Graphene Oxide News
Researchers from from Zhejiang Normal University in China developed a biocompatible bio-sensor that can simultaneous detection multiple biomarkers, such as DNA and proteins. Those sensors are made from carbon materials - mainly graphene-oxide (GO) and graphene quantum dots (GQDs).
The researchers explain hat GQDs rae promising environmentally friendly and biocompatible nanomaterials that can be used to design new fluorescence detection platforms in vitro and in vivo. The researchers use the specifically designed fluorescence on-off-on process that takes advantage of the intense and dual-color fluorescence of the GQDs, in addition to the efficient quenching effect of GO. The high emission efficiency of GQDs guarantees the high sensitivity of the constructed biosensors, while the good biocompatibility is promising for use of biosensors in vivo.
Researchers from India's VIT University developed new a basic nanocomposite material for naval/marine application devices. This material is anti-corrosive and is a high-performance functional device, which the researchers say suits the requirements for applications for marine and naval conditions (humidity, temperature, etc).
The material is a graphene-oxide reinforced/conjugated polymer nanocomposite. A PEDO-block-PEG polymer was used as a host medium, with graphene-oxide as a modifier and PVDF as crosslinker. The researchers say this is a novel composite that exhibits high performance in structure, thermal, morphology and electrical properties.
A sixteen year-old boy from Lancaster, England developed a composite material that he created from a pencil and sunscreen lotion, that can break down pollutants when exposed to UV light.
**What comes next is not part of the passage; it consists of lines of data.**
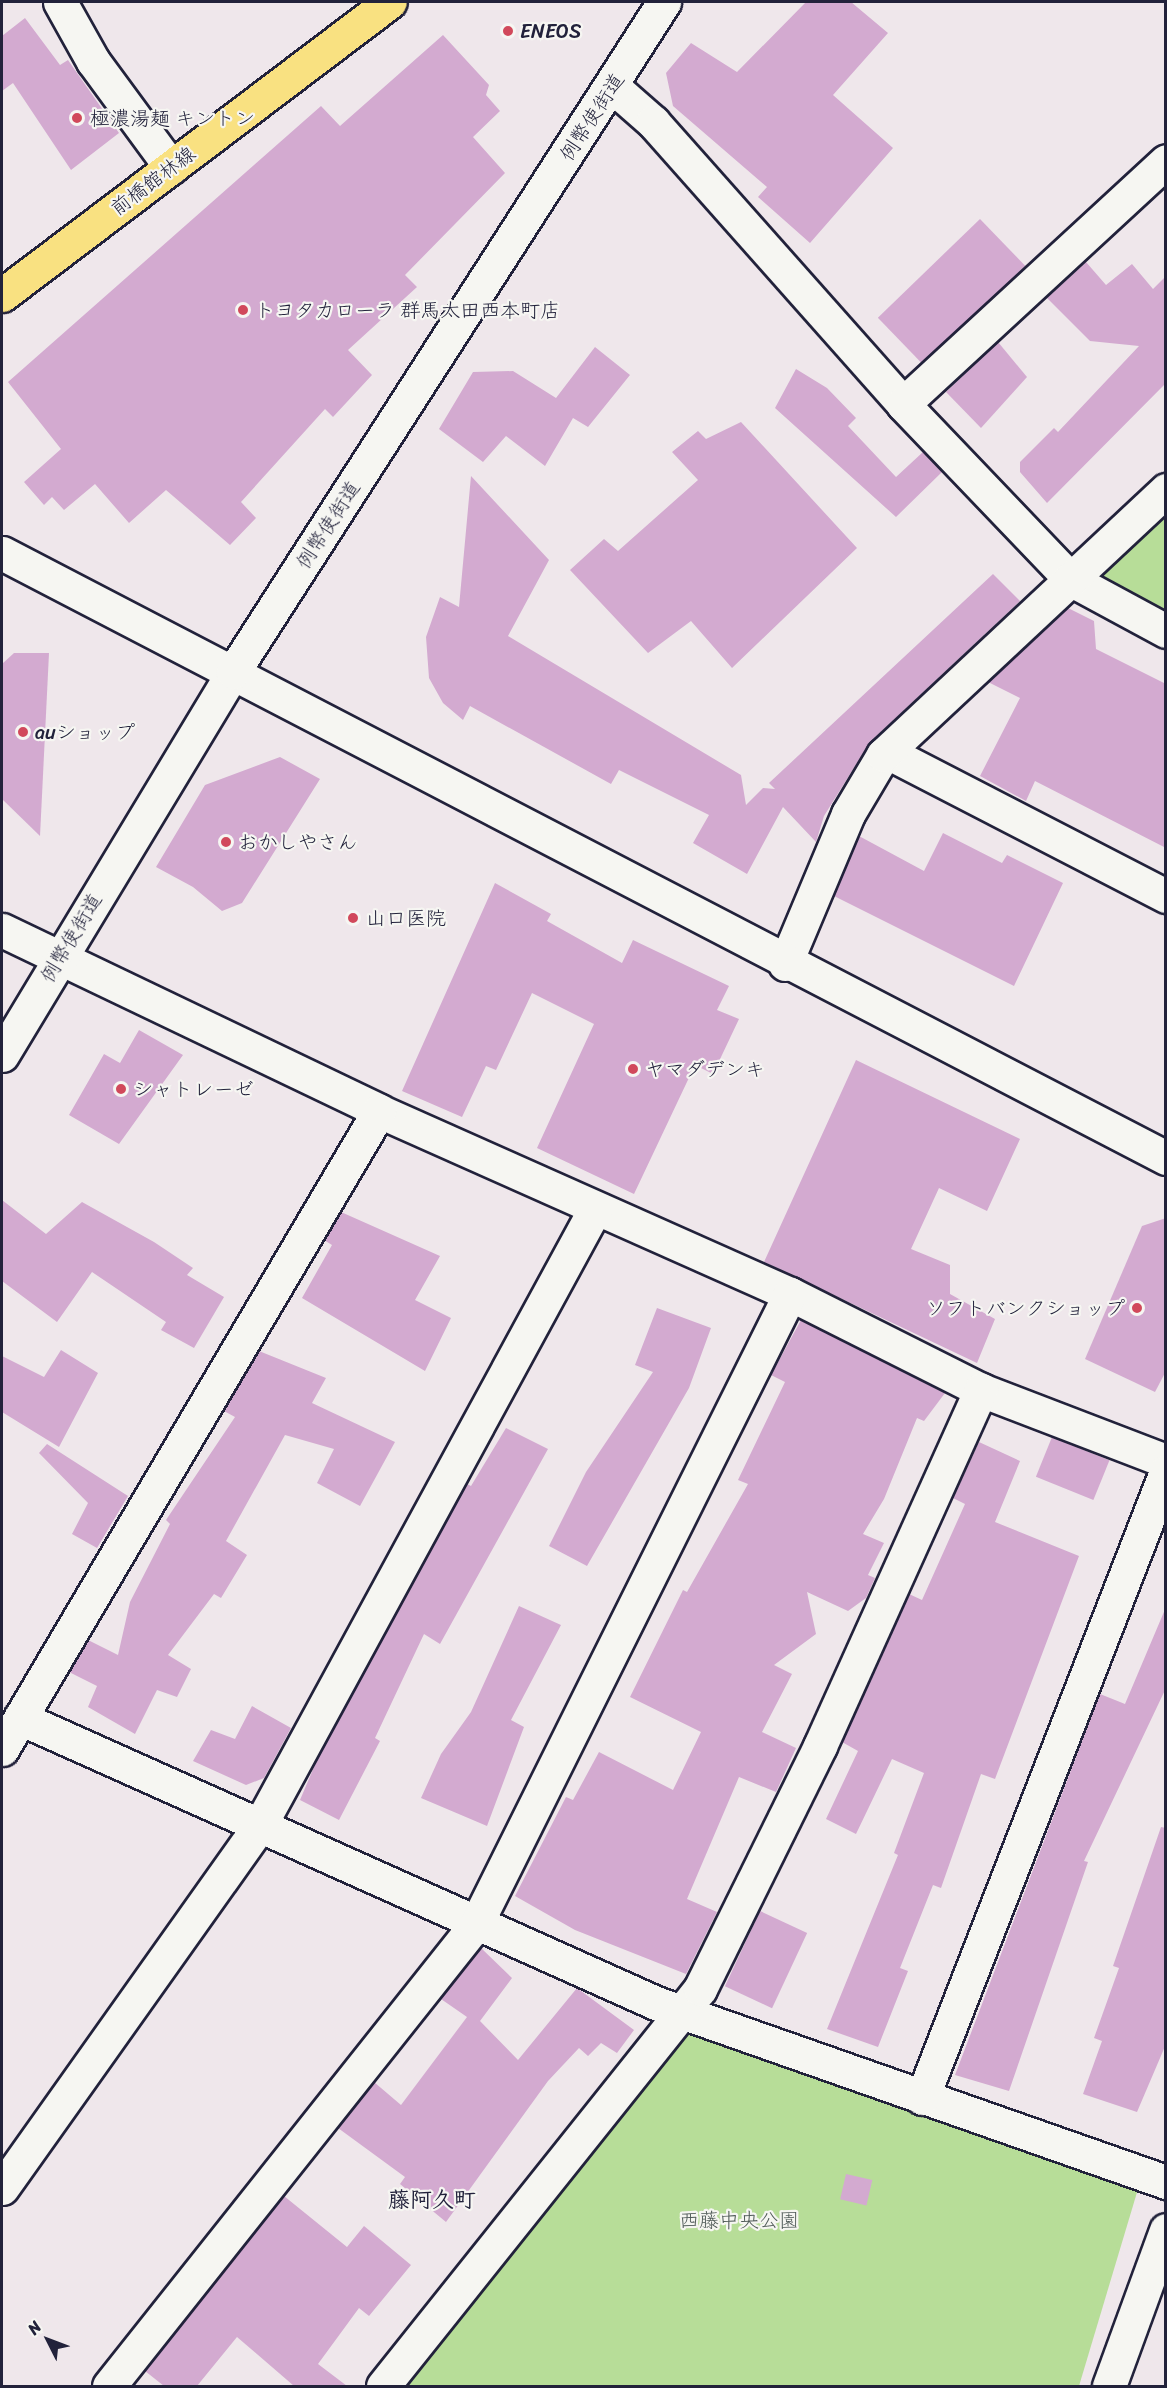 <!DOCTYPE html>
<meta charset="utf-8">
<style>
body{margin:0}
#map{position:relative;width:1167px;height:2388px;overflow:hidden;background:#efe7eb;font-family:Sriracha,"Klee One",sans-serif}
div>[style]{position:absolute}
.green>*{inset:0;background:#b7dd98}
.building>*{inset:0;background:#d3aad0;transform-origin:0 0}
.roads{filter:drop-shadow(2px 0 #22223b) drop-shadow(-2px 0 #22223b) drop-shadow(0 2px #22223b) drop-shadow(0 -2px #22223b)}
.street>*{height:33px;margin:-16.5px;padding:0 16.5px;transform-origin:16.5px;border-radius:16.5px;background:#f6f6f2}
.secondary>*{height:33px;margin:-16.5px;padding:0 16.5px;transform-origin:16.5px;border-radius:16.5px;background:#f6f6f2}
.primary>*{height:33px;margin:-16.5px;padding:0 16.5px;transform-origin:16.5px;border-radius:16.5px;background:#f9e181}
.dots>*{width:16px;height:16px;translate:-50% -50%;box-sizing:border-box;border:3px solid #f6f6f2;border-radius:50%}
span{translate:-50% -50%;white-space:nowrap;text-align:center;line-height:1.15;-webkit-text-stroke:4.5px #f6f6f2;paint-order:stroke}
.poi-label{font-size:20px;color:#22223b}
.left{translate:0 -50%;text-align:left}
.right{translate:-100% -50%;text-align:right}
.street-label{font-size:20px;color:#22223b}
.park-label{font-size:20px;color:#4f5a57}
.quarter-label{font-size:22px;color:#22223b;font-weight:700}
.frame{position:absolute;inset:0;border:3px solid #22223b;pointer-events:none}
.north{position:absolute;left:18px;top:2310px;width:60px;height:60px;-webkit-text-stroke:4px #f6f6f2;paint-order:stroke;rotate:312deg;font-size:16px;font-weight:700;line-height:24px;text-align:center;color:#22223b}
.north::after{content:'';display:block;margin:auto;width:21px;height:27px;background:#22223b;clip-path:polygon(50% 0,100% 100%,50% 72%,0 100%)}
</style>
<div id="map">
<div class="green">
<div style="clip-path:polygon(1165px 490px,1165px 631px,1070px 579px)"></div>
<div style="clip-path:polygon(686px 2017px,1138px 2189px,1079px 2386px,406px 2386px,588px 2137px)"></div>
</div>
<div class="building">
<div style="clip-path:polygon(806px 2px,851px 2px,888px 33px,833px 95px,893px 148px,810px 243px,758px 197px,767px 187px,673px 106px,666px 73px,691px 43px,737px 72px)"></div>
<div style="clip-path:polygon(25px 18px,60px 65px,68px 60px,119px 133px,71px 170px,13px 83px,2px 91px,2px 36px)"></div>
<div style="clip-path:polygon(443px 35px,489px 85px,486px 95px,500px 111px,473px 137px,505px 173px,405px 275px,417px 287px,348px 350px,372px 375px,333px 417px,325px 409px,241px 502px,256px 518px,230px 545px,166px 490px,129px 523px,95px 484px,64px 510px,52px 497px,44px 505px,24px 482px,61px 449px,8px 382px,321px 106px,340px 126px)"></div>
<div style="left:980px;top:219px;width:65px;height:142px;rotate:46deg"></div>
<div style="clip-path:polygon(1086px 262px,1106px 285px,1132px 264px,1153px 289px,1166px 276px,1166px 383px,1047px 503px,1020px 472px,1020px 462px,1054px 428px,1058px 432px,1139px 346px,1090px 341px,1047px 298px)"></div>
<div style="clip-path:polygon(998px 342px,1027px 377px,981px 428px,946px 392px)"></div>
<div style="clip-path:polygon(595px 347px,630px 375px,588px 427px,573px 418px,545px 466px,506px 436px,483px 462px,439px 429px,473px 372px,513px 371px,556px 398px)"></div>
<div style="clip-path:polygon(796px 369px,827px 388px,856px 418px,848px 426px,896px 477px,923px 452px,942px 472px,896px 517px,775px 408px)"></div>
<div style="clip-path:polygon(741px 422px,857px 548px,732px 668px,691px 621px,648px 653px,570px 570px,604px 539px,618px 551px,698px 480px,672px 452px,698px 431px,706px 439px)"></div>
<div style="clip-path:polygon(471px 476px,549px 560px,508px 636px,741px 775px,746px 805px,763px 788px,775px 789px,769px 783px,993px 574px,1020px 601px,870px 742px,824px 816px,816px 842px,783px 807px,747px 874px,693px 843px,709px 815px,619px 770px,611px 784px,470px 706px,463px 720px,443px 703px,429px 678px,426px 637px,440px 597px,459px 607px)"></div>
<div style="clip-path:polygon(1068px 608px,1094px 621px,1096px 649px,1166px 684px,1166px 848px,1035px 781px,1026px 801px,980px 776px,1020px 698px,988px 682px)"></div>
<div style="clip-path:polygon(14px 653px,49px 653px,40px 836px,2px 799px,2px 664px)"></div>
<div style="clip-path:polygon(280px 757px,320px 779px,242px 903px,222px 911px,193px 887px,156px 867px,205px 785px)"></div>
<div style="clip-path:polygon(943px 833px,1002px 863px,1007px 855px,1063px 883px,1014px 986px,834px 896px,859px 836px,924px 871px)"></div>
<div style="clip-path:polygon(495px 883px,551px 914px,547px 921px,622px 963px,633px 940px,729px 986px,717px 1010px,739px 1019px,713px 1074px,695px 1065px,634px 1194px,537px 1148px,594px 1024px,532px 993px,496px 1070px,486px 1066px,462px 1117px,402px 1091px)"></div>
<div style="clip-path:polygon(139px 1030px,183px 1055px,119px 1144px,69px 1115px,104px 1054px,120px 1063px)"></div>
<div style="clip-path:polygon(856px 1060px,1020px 1139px,987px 1211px,939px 1188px,911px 1249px,950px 1265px,950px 1294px,995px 1319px,977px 1363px,764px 1262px)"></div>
<div style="clip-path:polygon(2px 1200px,46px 1234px,82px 1202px,154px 1242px,193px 1268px,187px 1275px,224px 1297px,194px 1348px,161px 1330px,166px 1322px,92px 1272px,57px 1322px,2px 1281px)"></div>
<div style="clip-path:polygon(341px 1212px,440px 1256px,415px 1300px,451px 1318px,425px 1371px,302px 1298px,332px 1245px,324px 1240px)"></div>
<div style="clip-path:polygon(1166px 1218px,1166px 1371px,1155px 1392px,1085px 1359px,1142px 1226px)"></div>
<div style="clip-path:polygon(657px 1308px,711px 1328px,689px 1388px,587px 1566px,549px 1546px,586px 1472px,653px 1372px,635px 1365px)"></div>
<div style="clip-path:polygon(801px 1320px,945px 1393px,924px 1421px,917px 1418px,884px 1499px,863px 1534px,884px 1543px,868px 1575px,875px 1578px,866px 1598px,848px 1611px,807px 1592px,816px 1634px,774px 1665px,792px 1674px,762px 1732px,796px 1748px,776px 1792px,739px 1777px,687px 1899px,717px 1912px,686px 1974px,575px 1930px,515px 1896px,566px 1797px,573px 1800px,599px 1752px,673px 1790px,701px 1732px,630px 1697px,683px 1590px,687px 1592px,748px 1484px,738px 1480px,785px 1382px,771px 1375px)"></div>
<div style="clip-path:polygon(61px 1350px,98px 1373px,59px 1447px,2px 1412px,2px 1356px,44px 1377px)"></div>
<div style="clip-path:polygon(259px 1351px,326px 1378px,312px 1403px,395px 1442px,360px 1506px,317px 1483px,334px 1449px,285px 1435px,226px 1541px,247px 1555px,221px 1598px,214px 1594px,168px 1655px,191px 1669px,177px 1697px,157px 1690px,135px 1734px,88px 1707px,97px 1686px,69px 1672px,88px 1640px,118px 1655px,130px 1602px,170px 1524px,166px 1520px,235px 1417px,224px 1411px)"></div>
<div style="clip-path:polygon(506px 1428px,548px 1449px,440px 1644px,424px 1634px,375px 1738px,380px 1741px,339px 1820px,300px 1800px,317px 1760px,467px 1484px,471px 1486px)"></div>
<div style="left:1052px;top:1437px;width:62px;height:43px;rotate:22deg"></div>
<div style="clip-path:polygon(979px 1442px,1020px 1461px,995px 1522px,1079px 1556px,995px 1779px,981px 1774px,941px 1888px,933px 1885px,900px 1968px,908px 1971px,878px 2047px,827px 2029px,898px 1855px,894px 1853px,924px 1773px,892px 1759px,856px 1834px,826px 1819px,858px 1751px,842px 1742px,909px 1594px,922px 1600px,965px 1504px,953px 1498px)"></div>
<div style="clip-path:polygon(47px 1444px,128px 1496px,97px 1548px,72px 1534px,88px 1503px,39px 1453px)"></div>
<div style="clip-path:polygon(519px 1606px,561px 1625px,511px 1720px,524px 1727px,487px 1826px,421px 1798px,441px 1754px,471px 1712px)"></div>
<div style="clip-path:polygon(1166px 1607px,1166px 1688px,1084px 1861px,1088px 1862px,1009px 2091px,955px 2075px,1100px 1694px,1125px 1704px)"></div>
<div style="clip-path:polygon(252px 1706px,291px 1728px,264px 1778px,246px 1785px,193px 1761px,211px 1730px,235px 1739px)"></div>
<div style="clip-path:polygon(1161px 1827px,1166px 1828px,1166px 2044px,1137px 2112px,1083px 2094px,1102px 2041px,1094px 2038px,1119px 1968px,1113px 1966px)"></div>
<div style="left:760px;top:1911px;width:52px;height:83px;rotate:25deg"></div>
<div style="clip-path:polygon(481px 1948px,512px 1978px,480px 2021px,518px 2060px,577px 1988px,634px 2030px,617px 2053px,601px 2043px,588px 2056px,579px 2048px,548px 2081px,446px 2222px,400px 2184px,405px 2177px,338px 2128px,374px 2082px,401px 2105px,467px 2017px,441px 1999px)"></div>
<div style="left:846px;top:2174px;width:27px;height:26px;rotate:13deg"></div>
<div style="clip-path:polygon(284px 2196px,347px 2247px,364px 2226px,411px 2265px,369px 2316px,359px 2308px,318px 2364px,347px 2386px,294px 2386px,237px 2337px,197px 2386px,164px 2386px,145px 2371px)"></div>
</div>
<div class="roads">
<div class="street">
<div style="left:612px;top:86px;width:55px;rotate:41.3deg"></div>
<div style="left:653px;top:122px;width:377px;rotate:48.4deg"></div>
<div style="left:903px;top:404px;width:242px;rotate:46.3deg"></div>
<div style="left:1070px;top:579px;width:109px;rotate:28.4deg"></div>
<div style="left:903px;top:404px;width:358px;rotate:-42.7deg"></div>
<div style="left:887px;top:752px;width:314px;rotate:27.3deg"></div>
<div style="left:2px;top:930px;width:418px;rotate:25.6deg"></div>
<div style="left:379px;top:1111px;width:450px;rotate:24deg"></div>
<div style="left:790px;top:1294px;width:214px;rotate:26.7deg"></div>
<div style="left:981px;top:1390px;width:198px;rotate:21deg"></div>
<div style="left:785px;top:964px;width:163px;rotate:-67.2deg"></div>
<div style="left:848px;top:814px;width:69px;rotate:-59.3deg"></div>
<div style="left:883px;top:755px;width:388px;rotate:-43.1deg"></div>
<div style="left:20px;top:1718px;width:697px;rotate:24.14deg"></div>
<div style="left:656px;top:2003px;width:541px;rotate:19.34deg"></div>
<div style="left:2px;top:1749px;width:741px;rotate:-59.42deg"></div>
<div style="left:922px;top:2098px;width:672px;rotate:-68.71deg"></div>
<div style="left:2px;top:2188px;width:445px;rotate:-54.6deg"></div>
<div style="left:260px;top:1825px;width:701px;rotate:-61.46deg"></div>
<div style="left:109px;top:2386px;width:590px;rotate:-51.54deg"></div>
<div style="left:476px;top:1924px;width:704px;rotate:-63.51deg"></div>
<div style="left:383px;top:2386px;width:508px;rotate:-51.39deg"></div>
<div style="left:700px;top:1989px;width:271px;rotate:-63.7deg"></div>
<div style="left:820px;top:1746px;width:391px;rotate:-65.7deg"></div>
</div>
<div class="secondary">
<div style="left:60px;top:2px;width:68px;rotate:60.8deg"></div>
<div style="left:93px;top:61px;width:132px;rotate:53.7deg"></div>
<div style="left:2px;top:553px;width:1312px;rotate:27.46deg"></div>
<div style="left:2px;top:1055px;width:447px;rotate:-58.9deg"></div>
<div style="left:233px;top:672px;width:797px;rotate:-57.25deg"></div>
<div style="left:1109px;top:2386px;width:166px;rotate:-69.9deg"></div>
</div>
<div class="primary">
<div style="left:2px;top:295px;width:486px;rotate:-37.1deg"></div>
</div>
</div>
<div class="dots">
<div style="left:508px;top:31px;background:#d1495b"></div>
<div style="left:77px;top:118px;background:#d1495b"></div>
<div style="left:243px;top:310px;background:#d1495b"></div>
<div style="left:23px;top:732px;background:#d1495b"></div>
<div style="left:226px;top:842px;background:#d1495b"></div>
<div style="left:353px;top:918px;background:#d1495b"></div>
<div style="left:633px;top:1069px;background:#d1495b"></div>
<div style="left:121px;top:1089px;background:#d1495b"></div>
<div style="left:1137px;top:1308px;background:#d1495b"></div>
</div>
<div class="poi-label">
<span class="left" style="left:520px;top:31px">ENEOS</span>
<span class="left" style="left:90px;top:118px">極濃湯麺 キントン</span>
<span class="left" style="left:255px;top:310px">トヨタカローラ 群馬太田西本町店</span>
<span class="left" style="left:35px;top:732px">auショップ</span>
<span class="left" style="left:238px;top:842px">おかしやさん</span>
<span class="left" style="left:366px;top:918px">山口医院</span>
<span class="left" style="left:645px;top:1069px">ヤマダデンキ</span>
<span class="left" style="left:133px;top:1089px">シャトレーゼ</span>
<span class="right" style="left:1125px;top:1308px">ソフトバンクショップ</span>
</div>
<div class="street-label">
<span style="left:592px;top:117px;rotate:-57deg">例幣使街道</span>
<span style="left:153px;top:181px;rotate:-37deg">前橋館林線</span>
<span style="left:328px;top:525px;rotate:-57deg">例幣使街道</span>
<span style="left:71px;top:938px;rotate:-59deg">例幣使街道</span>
</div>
<div class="park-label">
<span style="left:739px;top:2220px">西藤中央公園</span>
</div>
<div class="quarter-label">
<span style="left:432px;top:2200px">藤阿久町</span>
</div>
<div class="frame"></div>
<div class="north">N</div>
</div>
He suggests using it as a "self-cleaning" coating.
The boy (Samuel Burrow) did some experiments and entered into Google's Science Fair 2014 competition and was eventually chosen as one of the 18 finalists. The grand prize in this competition is a $50,000 scholarship, a trip to the Galapagos islands and more.
Researchers from Rice University developed a new chemical process that is used to create a tough, ultra-light foam in any size and shape. The new foam (called GO-0.5BN) is made from two 2D materials: graphene oxide and hexagonal boron nitride (hBN) platelets.
This foam can be used as structural component in applications such as electrodes for supercapacitors and batteries and gas absorption material.
Graphene Oxide can turn into liquid crystal droplets, may lead to drug delivery systems and bio-sensors
Researchers from Monash University discovered that graphene oxide flakes can spontaneously change their structure - to become liquid crystal droplets, in the presence of an external magnetic field. This could be very useful for applications such as drug delivery and disease detection.
It's common for current drug delivery systems to use magnetic particles - useful for drug release. But most magnetic particles are toxic in some conditions. Now the researchers hope that the new graphene discovery means it can be a better system than what's available today.
SiNode and Merck's AZ Electronic Materials to co-develop graphene-based materials for Li-Ion batteries
SiNode Systems signed a joint-development agreement with Merck's AZ Electronic Materials with an aim to commercialize graphene-based materials for lithium-ion batteries. The two companies will develop electrode materials that deliver high energy density and improved rate capabilities - to enable Li-Ion batteries that last longer and charge faster.
SiNode, established in 2013 to commercialize a novel anode Li-ion battery technology developed at Northwestern University, developed a composite material of silicon nano-particles and graphene in a layered structure. The company says that their material will enable 10 times higher battery capacity and a tenfold decrease in charging time compared with current technology. The company is now expanding its R&D and pilot manufacturing facility in Chicago.
Researchers from Canada's University of Saskatchewan are investigating how to use Graphene Oxide in solar-cell electrodes. According to their experiments, GO is indeed less conductive than pure graphene, but it is more transparent and it is a better charge collector.
The researchers modeled graphene oxide, for the first time with real complexity, and showed that previous models were incorrect. Their resreach also showed how heated water touching the GO film can burn it and produce carbon dioxide - which could be risky in solar cells.